I'm not sure yet of many things. How long it will take my husband and me to get used to not wondering if guests will enjoy themselves and will there be enough food (everyone had a FABULOUS time and of course there was plenty to eat). Will it rain and make trekking about a slog (the weather was PERFECT on Saturday and Sunday, then an inch of rain fell Sunday night but by then it didn't matter). How long will it take me to get back on a normal sleeping schedule (I suppose it doesn't truly matter since I don't have to worry about entertaining anyone, although I don't want to drink more caffeine than is necessary). Will living in California act like a protective bubble, turning me inward to avoid the deplorable incoming political administration? Huh, no parenthesis's after that, only a question mark that makes me tuck the neckline of my robe closed as if to ward off an unfathomable chill. VERY LITTLE was spoken about the election over the weekend, which was a relief, but now it's a week later. A week ago my nation went off the rails, well, three weeks or maybe four, depending on how early states opened voting. Okay, truthfully (in my opinion) America lost its way when some number of people decided white skin is the only real American marker and women are only good for having babies and 1950s backward values are the new twenty-first century guidelines and screw everyone else.

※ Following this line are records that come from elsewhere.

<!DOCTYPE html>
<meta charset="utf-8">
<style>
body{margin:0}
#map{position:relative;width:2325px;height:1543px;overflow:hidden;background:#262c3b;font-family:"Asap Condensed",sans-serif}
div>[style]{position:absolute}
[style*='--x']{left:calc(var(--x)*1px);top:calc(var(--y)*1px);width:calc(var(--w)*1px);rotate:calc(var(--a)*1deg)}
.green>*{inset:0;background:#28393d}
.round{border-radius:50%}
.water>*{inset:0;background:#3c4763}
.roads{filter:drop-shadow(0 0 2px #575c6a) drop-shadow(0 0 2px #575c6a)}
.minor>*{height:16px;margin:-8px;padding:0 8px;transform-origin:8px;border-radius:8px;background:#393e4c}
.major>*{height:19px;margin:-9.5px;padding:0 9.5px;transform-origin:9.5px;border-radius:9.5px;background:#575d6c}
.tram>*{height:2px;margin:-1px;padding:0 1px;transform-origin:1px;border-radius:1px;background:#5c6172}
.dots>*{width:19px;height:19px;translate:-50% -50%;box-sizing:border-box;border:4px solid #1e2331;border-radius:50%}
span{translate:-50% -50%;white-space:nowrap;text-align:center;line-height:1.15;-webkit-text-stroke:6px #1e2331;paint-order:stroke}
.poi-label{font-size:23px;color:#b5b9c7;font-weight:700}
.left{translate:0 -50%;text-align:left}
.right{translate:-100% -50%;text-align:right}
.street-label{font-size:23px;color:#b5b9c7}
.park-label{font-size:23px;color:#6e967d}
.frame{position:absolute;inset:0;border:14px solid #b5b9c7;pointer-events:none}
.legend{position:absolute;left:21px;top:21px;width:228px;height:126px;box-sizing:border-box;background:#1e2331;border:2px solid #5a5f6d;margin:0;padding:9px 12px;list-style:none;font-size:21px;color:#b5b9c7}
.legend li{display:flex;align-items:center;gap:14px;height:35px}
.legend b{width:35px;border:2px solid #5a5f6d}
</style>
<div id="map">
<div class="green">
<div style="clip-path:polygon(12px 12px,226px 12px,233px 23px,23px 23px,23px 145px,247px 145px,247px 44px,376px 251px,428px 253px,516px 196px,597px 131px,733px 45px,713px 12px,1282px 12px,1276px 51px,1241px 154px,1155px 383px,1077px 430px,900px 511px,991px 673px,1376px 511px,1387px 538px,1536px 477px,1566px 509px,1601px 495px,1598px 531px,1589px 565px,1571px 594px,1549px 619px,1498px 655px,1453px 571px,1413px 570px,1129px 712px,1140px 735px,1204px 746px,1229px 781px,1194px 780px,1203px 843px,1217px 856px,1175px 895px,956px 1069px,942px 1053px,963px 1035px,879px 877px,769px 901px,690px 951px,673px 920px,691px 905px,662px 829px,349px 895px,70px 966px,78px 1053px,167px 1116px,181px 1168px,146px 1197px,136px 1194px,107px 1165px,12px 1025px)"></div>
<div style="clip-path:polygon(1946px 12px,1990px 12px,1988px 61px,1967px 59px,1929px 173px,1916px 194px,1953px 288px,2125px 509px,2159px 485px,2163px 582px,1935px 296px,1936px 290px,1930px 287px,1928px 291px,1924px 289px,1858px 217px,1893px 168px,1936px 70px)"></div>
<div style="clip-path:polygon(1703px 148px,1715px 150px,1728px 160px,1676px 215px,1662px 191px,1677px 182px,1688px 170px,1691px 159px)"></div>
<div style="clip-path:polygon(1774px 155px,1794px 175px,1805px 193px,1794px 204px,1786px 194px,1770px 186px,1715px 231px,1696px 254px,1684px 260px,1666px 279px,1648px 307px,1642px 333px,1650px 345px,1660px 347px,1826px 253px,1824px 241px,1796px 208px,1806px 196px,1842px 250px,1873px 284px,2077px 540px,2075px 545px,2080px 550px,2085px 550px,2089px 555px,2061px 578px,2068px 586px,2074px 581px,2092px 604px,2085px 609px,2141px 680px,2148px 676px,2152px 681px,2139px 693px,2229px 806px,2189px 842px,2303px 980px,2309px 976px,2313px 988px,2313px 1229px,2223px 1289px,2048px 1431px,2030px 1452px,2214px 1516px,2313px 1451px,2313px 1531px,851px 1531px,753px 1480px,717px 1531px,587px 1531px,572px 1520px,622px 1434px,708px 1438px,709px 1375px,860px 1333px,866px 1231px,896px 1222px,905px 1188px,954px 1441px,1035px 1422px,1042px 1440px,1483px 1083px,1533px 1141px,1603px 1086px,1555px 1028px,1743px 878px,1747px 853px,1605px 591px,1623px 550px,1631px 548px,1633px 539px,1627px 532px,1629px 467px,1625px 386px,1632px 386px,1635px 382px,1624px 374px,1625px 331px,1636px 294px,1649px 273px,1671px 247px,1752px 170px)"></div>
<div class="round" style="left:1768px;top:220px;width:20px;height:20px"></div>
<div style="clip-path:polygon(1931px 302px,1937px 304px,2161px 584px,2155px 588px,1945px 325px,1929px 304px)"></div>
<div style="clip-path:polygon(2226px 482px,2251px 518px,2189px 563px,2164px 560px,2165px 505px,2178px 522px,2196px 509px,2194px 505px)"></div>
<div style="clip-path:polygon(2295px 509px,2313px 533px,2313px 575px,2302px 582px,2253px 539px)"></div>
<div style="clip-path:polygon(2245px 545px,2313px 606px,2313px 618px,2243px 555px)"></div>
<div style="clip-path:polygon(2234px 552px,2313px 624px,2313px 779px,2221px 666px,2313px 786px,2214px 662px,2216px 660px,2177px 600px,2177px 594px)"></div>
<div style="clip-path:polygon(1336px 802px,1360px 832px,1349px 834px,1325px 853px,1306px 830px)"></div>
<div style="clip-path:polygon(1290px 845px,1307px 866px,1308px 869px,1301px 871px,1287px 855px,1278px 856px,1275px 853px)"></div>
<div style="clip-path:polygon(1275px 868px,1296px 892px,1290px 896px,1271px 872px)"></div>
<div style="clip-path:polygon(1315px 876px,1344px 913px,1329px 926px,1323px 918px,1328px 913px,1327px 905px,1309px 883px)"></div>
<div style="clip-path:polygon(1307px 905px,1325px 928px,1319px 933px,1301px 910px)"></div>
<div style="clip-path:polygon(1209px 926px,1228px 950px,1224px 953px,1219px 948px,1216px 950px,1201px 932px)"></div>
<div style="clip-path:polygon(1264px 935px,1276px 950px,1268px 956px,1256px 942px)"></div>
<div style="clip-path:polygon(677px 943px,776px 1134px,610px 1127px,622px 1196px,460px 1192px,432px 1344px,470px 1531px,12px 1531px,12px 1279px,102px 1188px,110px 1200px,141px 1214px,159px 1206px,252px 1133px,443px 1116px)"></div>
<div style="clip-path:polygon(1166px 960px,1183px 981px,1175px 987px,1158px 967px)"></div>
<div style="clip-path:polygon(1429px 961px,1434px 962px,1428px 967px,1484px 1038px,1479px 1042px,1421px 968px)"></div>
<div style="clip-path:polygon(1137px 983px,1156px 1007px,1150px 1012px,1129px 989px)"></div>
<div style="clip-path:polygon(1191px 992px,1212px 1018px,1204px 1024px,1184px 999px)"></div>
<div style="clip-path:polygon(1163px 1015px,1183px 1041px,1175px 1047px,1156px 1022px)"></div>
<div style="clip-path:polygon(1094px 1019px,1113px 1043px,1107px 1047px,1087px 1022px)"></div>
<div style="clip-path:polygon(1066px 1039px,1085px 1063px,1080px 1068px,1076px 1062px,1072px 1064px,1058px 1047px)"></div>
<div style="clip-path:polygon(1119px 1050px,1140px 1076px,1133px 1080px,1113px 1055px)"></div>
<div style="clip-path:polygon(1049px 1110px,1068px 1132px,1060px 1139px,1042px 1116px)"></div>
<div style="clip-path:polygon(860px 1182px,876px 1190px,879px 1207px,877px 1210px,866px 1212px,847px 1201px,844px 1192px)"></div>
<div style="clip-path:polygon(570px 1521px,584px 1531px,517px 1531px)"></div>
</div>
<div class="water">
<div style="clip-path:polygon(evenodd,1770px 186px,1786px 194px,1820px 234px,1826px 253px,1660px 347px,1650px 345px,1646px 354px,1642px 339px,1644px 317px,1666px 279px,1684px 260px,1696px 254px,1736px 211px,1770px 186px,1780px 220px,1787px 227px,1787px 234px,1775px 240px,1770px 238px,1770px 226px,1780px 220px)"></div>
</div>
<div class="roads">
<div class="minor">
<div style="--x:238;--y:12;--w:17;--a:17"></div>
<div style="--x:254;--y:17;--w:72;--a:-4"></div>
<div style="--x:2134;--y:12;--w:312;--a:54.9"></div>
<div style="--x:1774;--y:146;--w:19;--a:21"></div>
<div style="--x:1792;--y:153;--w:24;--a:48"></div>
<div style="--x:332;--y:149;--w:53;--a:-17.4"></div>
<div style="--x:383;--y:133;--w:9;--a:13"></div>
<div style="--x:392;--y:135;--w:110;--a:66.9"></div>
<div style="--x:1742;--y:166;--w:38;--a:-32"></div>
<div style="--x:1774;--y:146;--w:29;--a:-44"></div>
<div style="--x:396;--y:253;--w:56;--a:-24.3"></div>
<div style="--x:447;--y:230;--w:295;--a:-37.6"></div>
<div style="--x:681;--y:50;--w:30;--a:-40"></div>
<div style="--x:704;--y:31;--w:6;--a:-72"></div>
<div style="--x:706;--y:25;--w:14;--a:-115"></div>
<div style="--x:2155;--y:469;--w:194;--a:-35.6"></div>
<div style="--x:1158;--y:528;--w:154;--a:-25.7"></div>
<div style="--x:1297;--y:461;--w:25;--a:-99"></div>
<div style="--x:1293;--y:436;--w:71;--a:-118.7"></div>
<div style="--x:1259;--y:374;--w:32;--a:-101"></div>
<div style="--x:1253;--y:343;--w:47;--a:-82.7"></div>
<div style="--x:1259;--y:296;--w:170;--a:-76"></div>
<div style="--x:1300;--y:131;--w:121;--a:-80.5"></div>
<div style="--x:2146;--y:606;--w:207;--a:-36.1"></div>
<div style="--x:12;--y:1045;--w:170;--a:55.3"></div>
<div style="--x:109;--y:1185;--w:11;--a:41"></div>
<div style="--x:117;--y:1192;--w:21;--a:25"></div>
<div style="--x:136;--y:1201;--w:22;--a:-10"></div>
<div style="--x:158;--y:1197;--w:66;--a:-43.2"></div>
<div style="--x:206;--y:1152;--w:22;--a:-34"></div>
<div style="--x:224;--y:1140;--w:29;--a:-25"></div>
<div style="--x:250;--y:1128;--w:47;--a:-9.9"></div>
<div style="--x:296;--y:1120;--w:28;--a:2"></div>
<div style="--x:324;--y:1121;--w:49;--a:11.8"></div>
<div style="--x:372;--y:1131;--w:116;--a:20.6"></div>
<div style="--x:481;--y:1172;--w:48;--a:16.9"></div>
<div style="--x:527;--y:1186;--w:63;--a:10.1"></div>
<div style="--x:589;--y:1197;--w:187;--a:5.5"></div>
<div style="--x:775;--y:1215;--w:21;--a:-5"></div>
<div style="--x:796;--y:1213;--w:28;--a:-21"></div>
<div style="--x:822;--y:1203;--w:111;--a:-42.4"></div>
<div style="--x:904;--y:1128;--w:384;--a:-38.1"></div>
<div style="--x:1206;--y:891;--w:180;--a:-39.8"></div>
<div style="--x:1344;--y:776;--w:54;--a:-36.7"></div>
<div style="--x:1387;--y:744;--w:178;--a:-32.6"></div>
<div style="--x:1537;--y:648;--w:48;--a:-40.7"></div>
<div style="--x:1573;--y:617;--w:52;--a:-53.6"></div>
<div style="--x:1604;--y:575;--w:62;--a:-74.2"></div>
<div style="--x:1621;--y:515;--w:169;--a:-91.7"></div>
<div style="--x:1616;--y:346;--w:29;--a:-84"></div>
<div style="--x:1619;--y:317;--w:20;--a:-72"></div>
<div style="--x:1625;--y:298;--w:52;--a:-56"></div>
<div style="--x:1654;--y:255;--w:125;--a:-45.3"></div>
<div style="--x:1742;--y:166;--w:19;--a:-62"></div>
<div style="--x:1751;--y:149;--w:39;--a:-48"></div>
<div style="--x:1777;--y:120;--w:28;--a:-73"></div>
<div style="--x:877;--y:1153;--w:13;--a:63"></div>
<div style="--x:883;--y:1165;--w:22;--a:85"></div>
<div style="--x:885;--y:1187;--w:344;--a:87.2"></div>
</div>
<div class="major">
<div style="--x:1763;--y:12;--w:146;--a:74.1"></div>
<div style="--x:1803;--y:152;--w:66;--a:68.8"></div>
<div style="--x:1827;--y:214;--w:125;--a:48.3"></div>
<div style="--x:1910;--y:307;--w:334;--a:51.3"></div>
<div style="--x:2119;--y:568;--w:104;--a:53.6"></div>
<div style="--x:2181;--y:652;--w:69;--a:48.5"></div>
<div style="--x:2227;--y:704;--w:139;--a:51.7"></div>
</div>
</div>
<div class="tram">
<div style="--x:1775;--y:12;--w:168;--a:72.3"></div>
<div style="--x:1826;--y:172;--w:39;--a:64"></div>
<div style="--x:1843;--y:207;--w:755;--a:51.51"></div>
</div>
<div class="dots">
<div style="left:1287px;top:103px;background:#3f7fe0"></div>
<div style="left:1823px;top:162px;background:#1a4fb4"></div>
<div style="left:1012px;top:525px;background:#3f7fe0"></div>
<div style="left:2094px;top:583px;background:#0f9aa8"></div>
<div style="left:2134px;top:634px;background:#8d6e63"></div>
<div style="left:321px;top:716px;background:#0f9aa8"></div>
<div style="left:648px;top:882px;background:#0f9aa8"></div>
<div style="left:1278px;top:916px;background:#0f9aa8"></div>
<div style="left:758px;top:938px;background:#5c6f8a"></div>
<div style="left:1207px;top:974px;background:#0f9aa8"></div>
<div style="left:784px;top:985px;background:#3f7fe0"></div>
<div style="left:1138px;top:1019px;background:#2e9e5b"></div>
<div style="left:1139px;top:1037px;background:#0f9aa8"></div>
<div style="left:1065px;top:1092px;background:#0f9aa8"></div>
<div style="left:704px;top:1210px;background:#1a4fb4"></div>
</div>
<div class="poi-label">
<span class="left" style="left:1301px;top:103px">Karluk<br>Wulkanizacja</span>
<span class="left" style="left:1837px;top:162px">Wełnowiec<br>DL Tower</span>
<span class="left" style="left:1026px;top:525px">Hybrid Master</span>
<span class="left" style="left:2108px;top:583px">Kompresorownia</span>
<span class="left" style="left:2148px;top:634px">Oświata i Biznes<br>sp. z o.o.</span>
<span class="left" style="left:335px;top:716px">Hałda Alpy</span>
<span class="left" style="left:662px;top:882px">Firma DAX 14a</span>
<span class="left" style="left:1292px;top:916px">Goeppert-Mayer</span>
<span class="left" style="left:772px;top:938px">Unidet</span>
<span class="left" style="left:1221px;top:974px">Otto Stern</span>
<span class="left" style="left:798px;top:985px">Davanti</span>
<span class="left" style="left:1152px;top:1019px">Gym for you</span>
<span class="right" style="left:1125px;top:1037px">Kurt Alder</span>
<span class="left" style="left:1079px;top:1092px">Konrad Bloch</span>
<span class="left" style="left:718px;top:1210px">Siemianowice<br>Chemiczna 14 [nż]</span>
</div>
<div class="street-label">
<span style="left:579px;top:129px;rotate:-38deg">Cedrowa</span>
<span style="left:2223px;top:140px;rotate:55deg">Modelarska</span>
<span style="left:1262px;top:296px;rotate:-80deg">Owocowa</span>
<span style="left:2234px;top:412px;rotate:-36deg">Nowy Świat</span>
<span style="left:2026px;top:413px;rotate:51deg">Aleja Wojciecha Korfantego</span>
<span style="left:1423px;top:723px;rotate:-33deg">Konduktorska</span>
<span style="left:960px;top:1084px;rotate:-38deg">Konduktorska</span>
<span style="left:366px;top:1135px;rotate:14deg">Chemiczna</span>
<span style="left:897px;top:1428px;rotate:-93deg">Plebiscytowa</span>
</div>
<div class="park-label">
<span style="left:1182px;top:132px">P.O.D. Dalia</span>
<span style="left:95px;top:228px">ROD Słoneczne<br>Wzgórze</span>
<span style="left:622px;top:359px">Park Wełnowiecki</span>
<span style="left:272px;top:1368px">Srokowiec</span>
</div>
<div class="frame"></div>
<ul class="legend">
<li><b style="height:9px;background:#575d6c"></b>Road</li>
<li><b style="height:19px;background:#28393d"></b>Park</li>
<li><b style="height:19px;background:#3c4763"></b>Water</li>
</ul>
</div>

How to balance that with celebrating one's spouse turning sixty was quite the conundrum. Which I solved by conveniently forgetting the election as though it never happened.
Honestly, it was all I could do. If I dwell too long on what occurred.... I feel ashamed. Embarrassed. Defeated. Frustrated. Slightly curious, but I can't go there because pondering why so many of my fellow Americans are scared shiteless of a female person of colour as their leader is.... See above. Worse is wondering why they desire a racist misogynistic felon as their leader. I'm brought back to George Wallace's awful diatribe of "segregation now, segregation tomorrow, segregation forever" during his 1963 inaugural address as Alabama's governor. That is what the Republican Party wants, among other miserable policies: To divide citizens of this nation to maintain power as long as possible.
The bash for my husband was the exact opposite. The election wasn't mentioned not merely because everyone we welcomed shared our views, but because in polite company religion and politics aren't fit topics for discussion. That used to be the case, people respecting each other's views on what are at times deeply felt and occasionally cantankerous subjects. This blog is usually about writing fiction and sewing quilts. And soon those pastimes will again be the mainstay. But I need to say these things, especially after days of keeping my mouth shut, although honestly I really was too happy/busy/tired to concern myself with anything else. We didn't plan the party to coincide with election results, only the date of my husband's birth the deciding factor. And now with a modicum of that fog lifted, my head and heart inhale the extremely early repercussions of a choice thrust upon this nation by those willing to turn blind eyes to truth, justice, and the actual American way.
I'm still not sure what this means. And I won't know for months, once President-Elect Wallace has been put into office. Yet I am not frightened, as I remain shielded not by where I live or the colour of my skin. I am bolstered by the impenetrable grace of Love, the spirit of Truth, the fortification of Light that no one can dim. My faith in Christ staves off the utter desolation enacted on my country, despite the darkness wishing otherwise. In whatever manner I feel led to follow, I will spread Love, Truth, and Light, for as Dietrich Bonhoeffer said: It may be that the day of judgment will dawn tomorrow; in that case we shall gladly stop working for a better future. But not before.
I'm not sure how or what or where I will go, yet one day at a time.